Die Veränderung konkreter Rahmenbedingungen und Strukturen in den Freiwilligendiensten können dabei nachhaltige Auswirkungen auf Organisationen Kultureller Bildung haben. So öffnen sich mehr und mehr Einsatzstellen dem Gedanken, auch junge Menschen aus marginalisierten Gesellschaftsgruppen zu unterstützen und ihnen einen Freiwilligenplatz anzubieten. Laut einer Befragung der Bundesvereinigung Kulturelle Kinder- und Jugendbildung (2022) ist sich bereits die Hälfte der Einsatzstellen bewusst, dass sie mit der Auswahl der Freiwilligen zur Diversifizierung ihres Personals beitragen können. Viele Kultur-Freiwillige entdecken zudem durch ihren Freiwilligendienst ein für sich attraktives Berufsfeld (vgl. BKJ 2017). Freiwillige werden im Freiwilligendienst mit ihren Kompetenzen gesehen und in ihrer persönlichen Entwicklung gestärkt. Damit geht die Setzung (neuer) biografischer Ziele einher, die bei etwa einem Drittel der Freiwilligen in eine Ausbildung im Kulturbereich mündet. Das betrifft Ehemalige mit und ohne Diskriminierungserfahrungen. Dass schon damit eine Veränderung bewirkt wird, legen Sandrine Micossé-Aikins und Bahareh Sharifi (2017) nahe, die darauf hinweisen, dass Kunsthochschulen und kulturwissenschaftliche Studiengänge gesellschaftliche Vielfalt nicht widerspiegeln. Für die tagtägliche Arbeit der Kulturorganisationen wiederum kann der Freiwilligendienst ein erster Ansatzpunkt sein, um langfristig Zugänge zu neu gewünschten Personengruppen zu schaffen (vgl. Akkoyun u.a. 2020).
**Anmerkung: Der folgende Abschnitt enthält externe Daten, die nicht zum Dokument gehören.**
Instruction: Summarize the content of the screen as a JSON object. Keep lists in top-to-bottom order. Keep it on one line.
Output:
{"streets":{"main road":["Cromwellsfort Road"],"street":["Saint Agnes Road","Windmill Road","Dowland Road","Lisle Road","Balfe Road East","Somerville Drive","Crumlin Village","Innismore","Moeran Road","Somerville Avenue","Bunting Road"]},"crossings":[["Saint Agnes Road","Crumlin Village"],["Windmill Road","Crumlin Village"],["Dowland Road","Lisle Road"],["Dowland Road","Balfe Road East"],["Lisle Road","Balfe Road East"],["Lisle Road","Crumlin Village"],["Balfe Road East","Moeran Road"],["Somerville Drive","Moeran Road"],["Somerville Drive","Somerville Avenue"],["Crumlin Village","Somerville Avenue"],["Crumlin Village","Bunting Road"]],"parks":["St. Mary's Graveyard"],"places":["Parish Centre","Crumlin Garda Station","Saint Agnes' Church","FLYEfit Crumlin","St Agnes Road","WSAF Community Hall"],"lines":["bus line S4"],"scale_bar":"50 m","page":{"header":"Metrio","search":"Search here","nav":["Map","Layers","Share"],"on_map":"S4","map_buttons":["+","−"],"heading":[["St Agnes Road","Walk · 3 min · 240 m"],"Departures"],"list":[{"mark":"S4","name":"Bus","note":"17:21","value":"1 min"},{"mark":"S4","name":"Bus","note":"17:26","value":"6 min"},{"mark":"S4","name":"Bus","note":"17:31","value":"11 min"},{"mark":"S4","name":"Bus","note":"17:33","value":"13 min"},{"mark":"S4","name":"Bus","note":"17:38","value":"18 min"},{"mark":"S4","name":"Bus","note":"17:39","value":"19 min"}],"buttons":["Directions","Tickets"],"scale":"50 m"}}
Auswirkungen zeigen sich auch für Kulturvereine, die ihre Arbeit zumeist durch die Leistungen freiwillig Engagierter vollbringen, bzw. für die gesamte Landschaft kulturellen Engagements. Denn auch für das freiwillige Engagement in und für Kultur gelingt es bisher weniger gut, gesellschaftlich marginalisierte Gruppen anzusprechen (vgl. Alscher 2022; BKJ 2019). Laut einer Befragung der Bundesvereinigung Kulturelle Kinder- und Jugendbildung engagieren sich zwei Drittel der nach ihrem Freiwilligendienst engagierten Freiwilligen mit Diskriminierungserfahrungen in Kultur und Bildung weiter und werden damit Teil der notwendigen Diversifizierung im Engagementbereich Kultur (vgl. Krohn 2022).
Fazit
Die Freiwilligendienste Kultur und Bildung unter dem Dach der BKJ existieren seit 2001. Für die Umsetzung arbeiten 19 Träger mit Einrichtungen der Kultur und Bildungsarbeit in ganz Deutschland zusammen. Aktuell absolvieren im Trägerverbund Freiwilligendienste Kultur und Bildung etwa 3.000 Freiwillige pro Jahr(gang) einen Freiwilligendienst.
Der Schwerpunkt Kultur und Bildung zeigt sich sowohl in der Auswahl der Einsatzorte als auch im Bildungskonzept der Freiwilligendienste Kultur und Bildung. Freiwillige werden in Kultur- und Bildungsorganisationen tätig und übernehmen künstlerisch-kreative Tätigkeiten, vermitteln Kunst und Kultur oder üben andere praktische Tätigkeiten aus. Neben dem Praxiseinsatz legt die individuelle Begleitung der Träger ein besonderes Augenmerk darauf, dass in der begleitenden Bildungsarbeit künstlerisch-kreative Erfahrungen durch die Freiwilligen gesammelt werden können.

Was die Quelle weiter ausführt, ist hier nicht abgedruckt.